## What is being asked
Write out the following records exactly, each one in full.
** Source data follows **
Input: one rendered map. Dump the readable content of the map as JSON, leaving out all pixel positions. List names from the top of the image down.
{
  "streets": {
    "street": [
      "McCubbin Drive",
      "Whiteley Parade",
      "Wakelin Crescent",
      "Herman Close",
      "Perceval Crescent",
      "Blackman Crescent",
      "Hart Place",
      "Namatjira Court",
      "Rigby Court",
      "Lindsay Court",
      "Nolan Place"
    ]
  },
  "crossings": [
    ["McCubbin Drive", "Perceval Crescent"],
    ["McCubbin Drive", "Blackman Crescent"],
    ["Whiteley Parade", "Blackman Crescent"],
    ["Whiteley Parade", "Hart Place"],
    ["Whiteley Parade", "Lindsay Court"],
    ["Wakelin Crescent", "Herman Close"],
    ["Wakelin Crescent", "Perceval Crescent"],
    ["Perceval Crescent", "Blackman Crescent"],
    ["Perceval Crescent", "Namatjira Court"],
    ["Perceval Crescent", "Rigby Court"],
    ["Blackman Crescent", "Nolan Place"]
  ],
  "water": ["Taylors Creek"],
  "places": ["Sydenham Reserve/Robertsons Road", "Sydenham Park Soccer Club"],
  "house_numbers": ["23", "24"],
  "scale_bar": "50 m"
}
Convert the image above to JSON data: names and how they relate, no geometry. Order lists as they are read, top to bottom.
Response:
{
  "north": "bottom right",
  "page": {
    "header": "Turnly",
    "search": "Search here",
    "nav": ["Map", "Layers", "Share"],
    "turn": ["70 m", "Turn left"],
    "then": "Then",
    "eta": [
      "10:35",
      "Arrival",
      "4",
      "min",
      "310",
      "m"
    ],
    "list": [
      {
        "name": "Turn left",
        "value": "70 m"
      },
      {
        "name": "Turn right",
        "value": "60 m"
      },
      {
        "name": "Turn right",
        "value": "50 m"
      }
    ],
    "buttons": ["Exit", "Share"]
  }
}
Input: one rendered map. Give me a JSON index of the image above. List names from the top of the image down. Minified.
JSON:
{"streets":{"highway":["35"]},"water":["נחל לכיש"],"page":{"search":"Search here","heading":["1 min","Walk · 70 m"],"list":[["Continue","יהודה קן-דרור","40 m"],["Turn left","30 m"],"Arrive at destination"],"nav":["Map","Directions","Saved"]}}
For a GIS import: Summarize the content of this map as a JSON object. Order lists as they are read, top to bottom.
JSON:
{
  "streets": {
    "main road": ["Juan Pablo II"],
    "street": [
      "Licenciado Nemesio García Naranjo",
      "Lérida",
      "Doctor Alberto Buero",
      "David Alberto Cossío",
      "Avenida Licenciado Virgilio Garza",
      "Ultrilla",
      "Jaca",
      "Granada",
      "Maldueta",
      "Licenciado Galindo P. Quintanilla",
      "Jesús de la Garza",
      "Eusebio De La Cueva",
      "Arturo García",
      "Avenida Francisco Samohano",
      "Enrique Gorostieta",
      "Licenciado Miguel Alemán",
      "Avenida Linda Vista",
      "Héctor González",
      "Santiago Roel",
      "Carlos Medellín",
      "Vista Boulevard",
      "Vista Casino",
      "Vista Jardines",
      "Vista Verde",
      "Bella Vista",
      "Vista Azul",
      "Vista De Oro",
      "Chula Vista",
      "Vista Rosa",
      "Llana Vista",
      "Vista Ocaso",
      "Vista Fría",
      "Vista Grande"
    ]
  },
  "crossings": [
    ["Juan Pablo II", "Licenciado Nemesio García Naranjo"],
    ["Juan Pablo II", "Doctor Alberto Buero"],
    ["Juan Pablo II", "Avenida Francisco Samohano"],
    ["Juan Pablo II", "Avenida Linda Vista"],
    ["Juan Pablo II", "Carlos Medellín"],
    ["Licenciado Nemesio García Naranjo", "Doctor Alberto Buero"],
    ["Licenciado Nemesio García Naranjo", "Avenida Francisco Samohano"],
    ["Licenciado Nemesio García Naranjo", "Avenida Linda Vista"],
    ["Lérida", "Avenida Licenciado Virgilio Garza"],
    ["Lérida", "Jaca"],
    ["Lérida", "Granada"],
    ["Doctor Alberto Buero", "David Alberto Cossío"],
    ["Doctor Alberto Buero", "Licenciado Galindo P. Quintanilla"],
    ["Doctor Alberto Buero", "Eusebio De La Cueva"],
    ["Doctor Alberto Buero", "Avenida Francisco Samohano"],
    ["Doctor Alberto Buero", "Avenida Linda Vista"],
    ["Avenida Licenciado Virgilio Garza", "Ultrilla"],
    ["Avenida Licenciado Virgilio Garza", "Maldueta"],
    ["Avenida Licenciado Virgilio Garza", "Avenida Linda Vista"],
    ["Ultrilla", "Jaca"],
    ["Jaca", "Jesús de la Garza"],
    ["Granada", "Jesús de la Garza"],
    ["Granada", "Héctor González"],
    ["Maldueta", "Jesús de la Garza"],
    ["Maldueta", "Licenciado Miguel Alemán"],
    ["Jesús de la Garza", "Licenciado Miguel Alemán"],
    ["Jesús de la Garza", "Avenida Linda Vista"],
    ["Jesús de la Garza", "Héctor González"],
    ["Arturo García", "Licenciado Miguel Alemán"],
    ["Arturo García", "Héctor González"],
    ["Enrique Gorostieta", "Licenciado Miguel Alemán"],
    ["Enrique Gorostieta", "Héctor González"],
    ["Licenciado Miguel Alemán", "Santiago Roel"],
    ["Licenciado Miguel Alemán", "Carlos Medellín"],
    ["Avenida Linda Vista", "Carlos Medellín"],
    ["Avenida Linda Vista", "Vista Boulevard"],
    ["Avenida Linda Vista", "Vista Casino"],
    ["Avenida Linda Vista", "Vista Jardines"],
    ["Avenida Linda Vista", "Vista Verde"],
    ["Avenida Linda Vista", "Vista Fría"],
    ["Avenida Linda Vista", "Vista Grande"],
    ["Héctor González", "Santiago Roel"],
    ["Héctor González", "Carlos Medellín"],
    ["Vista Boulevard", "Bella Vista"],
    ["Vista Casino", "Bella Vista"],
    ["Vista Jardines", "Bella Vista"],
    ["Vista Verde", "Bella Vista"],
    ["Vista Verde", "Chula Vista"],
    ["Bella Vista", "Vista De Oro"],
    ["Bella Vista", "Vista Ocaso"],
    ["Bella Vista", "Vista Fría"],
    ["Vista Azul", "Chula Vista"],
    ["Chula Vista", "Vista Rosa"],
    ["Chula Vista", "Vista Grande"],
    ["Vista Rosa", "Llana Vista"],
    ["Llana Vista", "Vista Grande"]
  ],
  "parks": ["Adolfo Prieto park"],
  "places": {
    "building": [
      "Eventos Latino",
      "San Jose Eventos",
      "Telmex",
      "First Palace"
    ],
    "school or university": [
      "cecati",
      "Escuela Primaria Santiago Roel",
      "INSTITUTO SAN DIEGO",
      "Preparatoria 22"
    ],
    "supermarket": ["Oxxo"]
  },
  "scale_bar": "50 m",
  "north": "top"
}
** End of Source data **
## Task response
Input: one rendered map. Dump the readable content of the map as JSON, leaving out all pixel positions. List names from the top of the image down.
{
  "streets": {
    "street": [
      "McCubbin Drive",
      "Whiteley Parade",
      "Wakelin Crescent",
      "Herman Close",
      "Perceval Crescent",
      "Blackman Crescent",
      "Hart Place",
      "Namatjira Court",
      "Rigby Court",
      "Lindsay Court",
      "Nolan Place"
    ]
  },
  "crossings": [
    ["McCubbin Drive", "Perceval Crescent"],
    ["McCubbin Drive", "Blackman Crescent"],
    ["Whiteley Parade", "Blackman Crescent"],
    ["Whiteley Parade", "Hart Place"],
    ["Whiteley Parade", "Lindsay Court"],
    ["Wakelin Crescent", "Herman Close"],
    ["Wakelin Crescent", "Perceval Crescent"],
    ["Perceval Crescent", "Blackman Crescent"],
    ["Perceval Crescent", "Namatjira Court"],
    ["Perceval Crescent", "Rigby Court"],
    ["Blackman Crescent", "Nolan Place"]
  ],
  "water": ["Taylors Creek"],
  "places": ["Sydenham Reserve/Robertsons Road", "Sydenham Park Soccer Club"],
  "house_numbers": ["23", "24"],
  "scale_bar": "50 m"
}
Convert the image above to JSON data: names and how they relate, no geometry. Order lists as they are read, top to bottom.
Response:
{
  "north": "bottom right",
  "page": {
    "header": "Turnly",
    "search": "Search here",
    "nav": ["Map", "Layers", "Share"],
    "turn": ["70 m", "Turn left"],
    "then": "Then",
    "eta": [
      "10:35",
      "Arrival",
      "4",
      "min",
      "310",
      "m"
    ],
    "list": [
      {
        "name": "Turn left",
        "value": "70 m"
      },
      {
        "name": "Turn right",
        "value": "60 m"
      },
      {
        "name": "Turn right",
        "value": "50 m"
      }
    ],
    "buttons": ["Exit", "Share"]
  }
}
Input: one rendered map. Give me a JSON index of the image above. List names from the top of the image down. Minified.
JSON:
{"streets":{"highway":["35"]},"water":["נחל לכיש"],"page":{"search":"Search here","heading":["1 min","Walk · 70 m"],"list":[["Continue","יהודה קן-דרור","40 m"],["Turn left","30 m"],"Arrive at destination"],"nav":["Map","Directions","Saved"]}}
For a GIS import: Summarize the content of this map as a JSON object. Order lists as they are read, top to bottom.
JSON:
{
  "streets": {
    "main road": ["Juan Pablo II"],
    "street": [
      "Licenciado Nemesio García Naranjo",
      "Lérida",
      "Doctor Alberto Buero",
      "David Alberto Cossío",
      "Avenida Licenciado Virgilio Garza",
      "Ultrilla",
      "Jaca",
      "Granada",
      "Maldueta",
      "Licenciado Galindo P. Quintanilla",
      "Jesús de la Garza",
      "Eusebio De La Cueva",
      "Arturo García",
      "Avenida Francisco Samohano",
      "Enrique Gorostieta",
      "Licenciado Miguel Alemán",
      "Avenida Linda Vista",
      "Héctor González",
      "Santiago Roel",
      "Carlos Medellín",
      "Vista Boulevard",
      "Vista Casino",
      "Vista Jardines",
      "Vista Verde",
      "Bella Vista",
      "Vista Azul",
      "Vista De Oro",
      "Chula Vista",
      "Vista Rosa",
      "Llana Vista",
      "Vista Ocaso",
      "Vista Fría",
      "Vista Grande"
    ]
  },
  "crossings": [
    ["Juan Pablo II", "Licenciado Nemesio García Naranjo"],
    ["Juan Pablo II", "Doctor Alberto Buero"],
    ["Juan Pablo II", "Avenida Francisco Samohano"],
    ["Juan Pablo II", "Avenida Linda Vista"],
    ["Juan Pablo II", "Carlos Medellín"],
    ["Licenciado Nemesio García Naranjo", "Doctor Alberto Buero"],
    ["Licenciado Nemesio García Naranjo", "Avenida Francisco Samohano"],
    ["Licenciado Nemesio García Naranjo", "Avenida Linda Vista"],
    ["Lérida", "Avenida Licenciado Virgilio Garza"],
    ["Lérida", "Jaca"],
    ["Lérida", "Granada"],
    ["Doctor Alberto Buero", "David Alberto Cossío"],
    ["Doctor Alberto Buero", "Licenciado Galindo P. Quintanilla"],
    ["Doctor Alberto Buero", "Eusebio De La Cueva"],
    ["Doctor Alberto Buero", "Avenida Francisco Samohano"],
    ["Doctor Alberto Buero", "Avenida Linda Vista"],
    ["Avenida Licenciado Virgilio Garza", "Ultrilla"],
    ["Avenida Licenciado Virgilio Garza", "Maldueta"],
    ["Avenida Licenciado Virgilio Garza", "Avenida Linda Vista"],
    ["Ultrilla", "Jaca"],
    ["Jaca", "Jesús de la Garza"],
    ["Granada", "Jesús de la Garza"],
    ["Granada", "Héctor González"],
    ["Maldueta", "Jesús de la Garza"],
    ["Maldueta", "Licenciado Miguel Alemán"],
    ["Jesús de la Garza", "Licenciado Miguel Alemán"],
    ["Jesús de la Garza", "Avenida Linda Vista"],
    ["Jesús de la Garza", "Héctor González"],
    ["Arturo García", "Licenciado Miguel Alemán"],
    ["Arturo García", "Héctor González"],
    ["Enrique Gorostieta", "Licenciado Miguel Alemán"],
    ["Enrique Gorostieta", "Héctor González"],
    ["Licenciado Miguel Alemán", "Santiago Roel"],
    ["Licenciado Miguel Alemán", "Carlos Medellín"],
    ["Avenida Linda Vista", "Carlos Medellín"],
    ["Avenida Linda Vista", "Vista Boulevard"],
    ["Avenida Linda Vista", "Vista Casino"],
    ["Avenida Linda Vista", "Vista Jardines"],
    ["Avenida Linda Vista", "Vista Verde"],
    ["Avenida Linda Vista", "Vista Fría"],
    ["Avenida Linda Vista", "Vista Grande"],
    ["Héctor González", "Santiago Roel"],
    ["Héctor González", "Carlos Medellín"],
    ["Vista Boulevard", "Bella Vista"],
    ["Vista Casino", "Bella Vista"],
    ["Vista Jardines", "Bella Vista"],
    ["Vista Verde", "Bella Vista"],
    ["Vista Verde", "Chula Vista"],
    ["Bella Vista", "Vista De Oro"],
    ["Bella Vista", "Vista Ocaso"],
    ["Bella Vista", "Vista Fría"],
    ["Vista Azul", "Chula Vista"],
    ["Chula Vista", "Vista Rosa"],
    ["Chula Vista", "Vista Grande"],
    ["Vista Rosa", "Llana Vista"],
    ["Llana Vista", "Vista Grande"]
  ],
  "parks": ["Adolfo Prieto park"],
  "places": {
    "building": [
      "Eventos Latino",
      "San Jose Eventos",
      "Telmex",
      "First Palace"
    ],
    "school or university": [
      "cecati",
      "Escuela Primaria Santiago Roel",
      "INSTITUTO SAN DIEGO",
      "Preparatoria 22"
    ],
    "supermarket": ["Oxxo"]
  },
  "scale_bar": "50 m",
  "north": "top"
}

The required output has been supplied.